難病の子どもの夢を実現させる非営利団体「メイク・ア・ウィッシュ」の“伝道師”として30年間、3000人の夢に寄り添ってきた大野寿子さん(73)。がんで余命1カ月と宣告されたのは、今年6月26日のことだった。それでも彼女は最期のプロジェクトに挑む――。

笑顔の伝道師・大野寿子さん

 細くなった腕を伸ばしてマイクを握ると、大野寿(ひさ)()はこう切り出した。

「すっごい楽しみにして、ここに来ました」

 顔にははち切れんばかりの笑みが浮かんでいる。

 白いシャツに青のカーディガンをはおり、黒いロングスカート。髪は若い頃からショートで、最近は染めなくなったため、輝くようなグレイヘアである。

 7月6日。神戸・三宮近くのキリスト教施設には約60人の聴衆が詰めかけた。「夢に向かって一緒に走ろう」と題した講演だった。
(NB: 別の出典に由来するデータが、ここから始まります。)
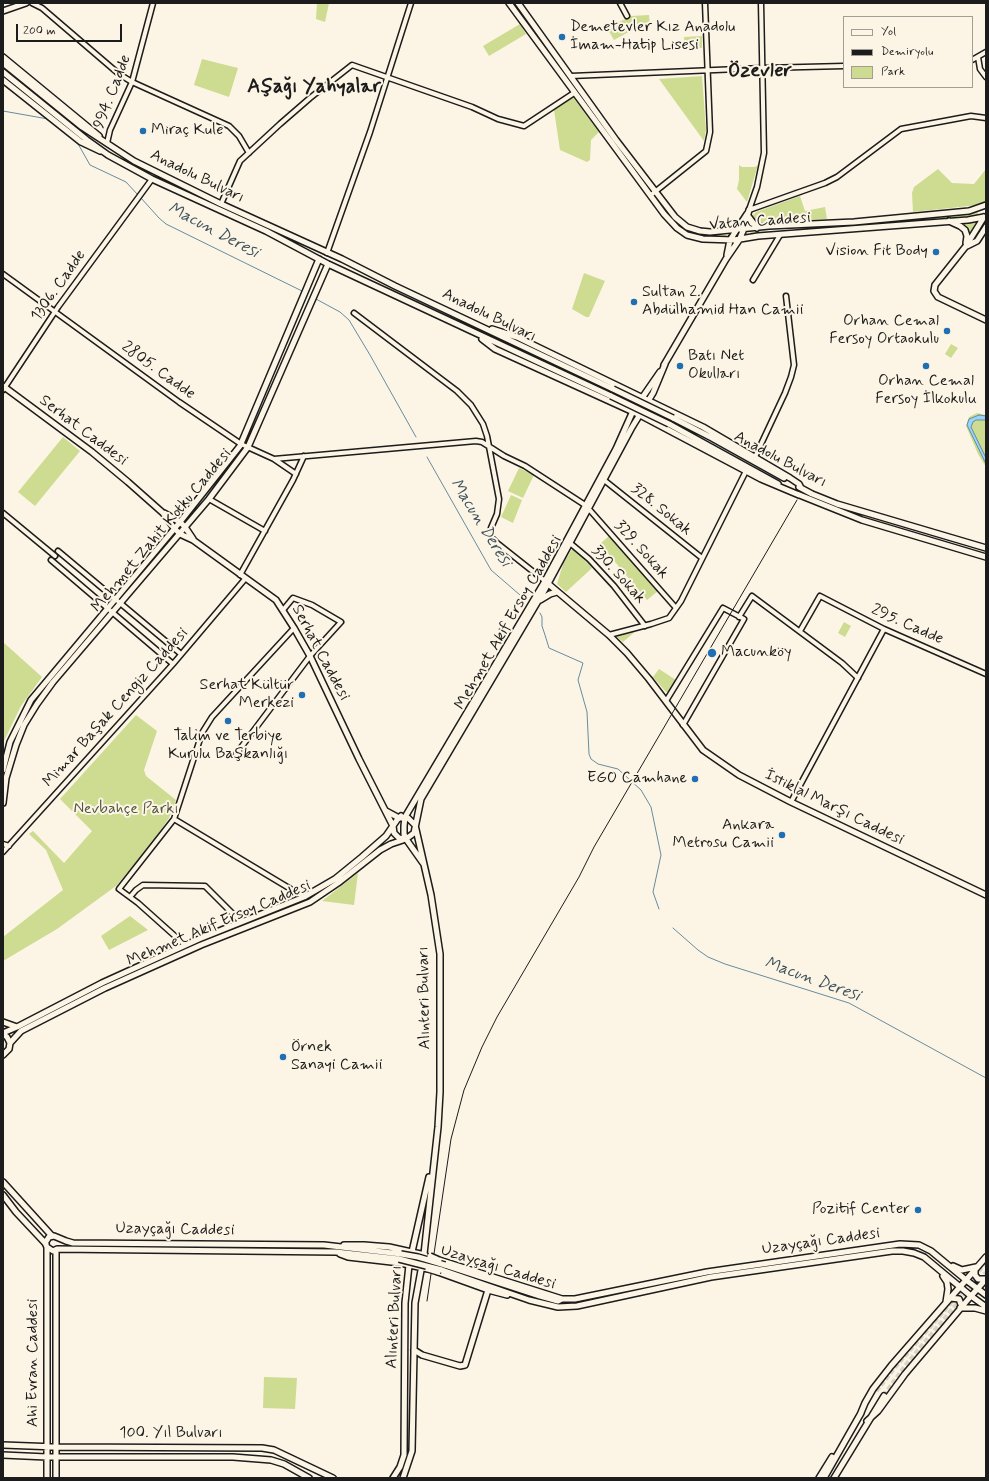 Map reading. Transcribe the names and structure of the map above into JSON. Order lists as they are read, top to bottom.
{
  "streets": {
    "main road": [
      "Anadolu Bulvarı",
      "Vatan Caddesi",
      "Serhat Caddesi",
      "Mehmet Zahit Kotku Caddesi",
      "Mehmet Akif Ersoy Caddesi",
      "İstiklal Marşı Caddesi",
      "Alınteri Bulvarı",
      "Uzayçağı Caddesi",
      "Ahi Evran Caddesi",
      "100. Yıl Bulvarı"
    ],
    "street": [
      "994. Cadde",
      "1306. Cadde",
      "2805. Cadde",
      "328. Sokak",
      "329. Sokak",
      "330. Sokak",
      "295. Cadde",
      "Mimar Başak Cengiz Caddesi"
    ]
  },
  "crossings": [
    ["994. Cadde", "Anadolu Bulvarı"],
    ["Anadolu Bulvarı", "1306. Cadde"],
    ["Anadolu Bulvarı", "Mehmet Zahit Kotku Caddesi"],
    ["1306. Cadde", "2805. Cadde"],
    ["1306. Cadde", "Serhat Caddesi"],
    ["2805. Cadde", "Mehmet Zahit Kotku Caddesi"],
    ["Serhat Caddesi", "Mehmet Zahit Kotku Caddesi"],
    ["Serhat Caddesi", "Mehmet Akif Ersoy Caddesi"],
    ["Serhat Caddesi", "Mimar Başak Cengiz Caddesi"],
    ["Serhat Caddesi", "Alınteri Bulvarı"],
    ["328. Sokak", "Mehmet Akif Ersoy Caddesi"],
    ["329. Sokak", "Mehmet Akif Ersoy Caddesi"],
    ["330. Sokak", "Mehmet Akif Ersoy Caddesi"],
    ["Mehmet Akif Ersoy Caddesi", "İstiklal Marşı Caddesi"],
    ["Mehmet Akif Ersoy Caddesi", "Alınteri Bulvarı"],
    ["Alınteri Bulvarı", "Uzayçağı Caddesi"],
    ["Uzayçağı Caddesi", "Ahi Evran Caddesi"],
    ["Ahi Evran Caddesi", "100. Yıl Bulvarı"]
  ],
  "districts": ["Özevler", "Aşağı Yahyalar"],
  "water": ["Macun Deresi"],
  "parks": ["Nevbahçe Parkı"],
  "places": [
    "Demetevler Kız Anadolu İmam-Hatip Lisesi",
    "Miraç Kule",
    "Vision Fit Body",
    "Sultan 2. Abdülhamid Han Camii",
    "Orhan Cemal Fersoy Ortaokulu",
    "Batı Net Okulları",
    "Orhan Cemal Fersoy İlkokulu",
    "Macunköy",
    "Serhat Kültür Merkezi",
    "Talim ve Terbiye Kurulu Başkanlığı",
    "EGO Camhane",
    "Ankara Metrosu Camii",
    "Örnek Sanayi Camii",
    "Pozitif Center"
  ],
  "legend": ["Yol", "Demiryolu", "Park"],
  "scale_bar": "200 m"
}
 笑みには理由があった。大野は末期の肝内胆管がんで、6月末には医師から「余命は1カ月ほど」と宣告されている。来られるかどうか最後まで不安だったのだ。実際、体重はかつての50キロから40キロに減り、157.5センチの身長にしてはかなり細い。衰弱は確実に進んでいる。

 この日の神戸は最高気温が34度にもなった。普段は千葉県浦安市の自宅で、介護用ベッドに体を横たえている。それでも講演では、不思議と元気になる。

「アドレナリンが出るのかな。しゃきんとするのよ」

 さすがに9月に予定していた講演は無理と判断した。この神戸が生涯最後の講演になりそうだった。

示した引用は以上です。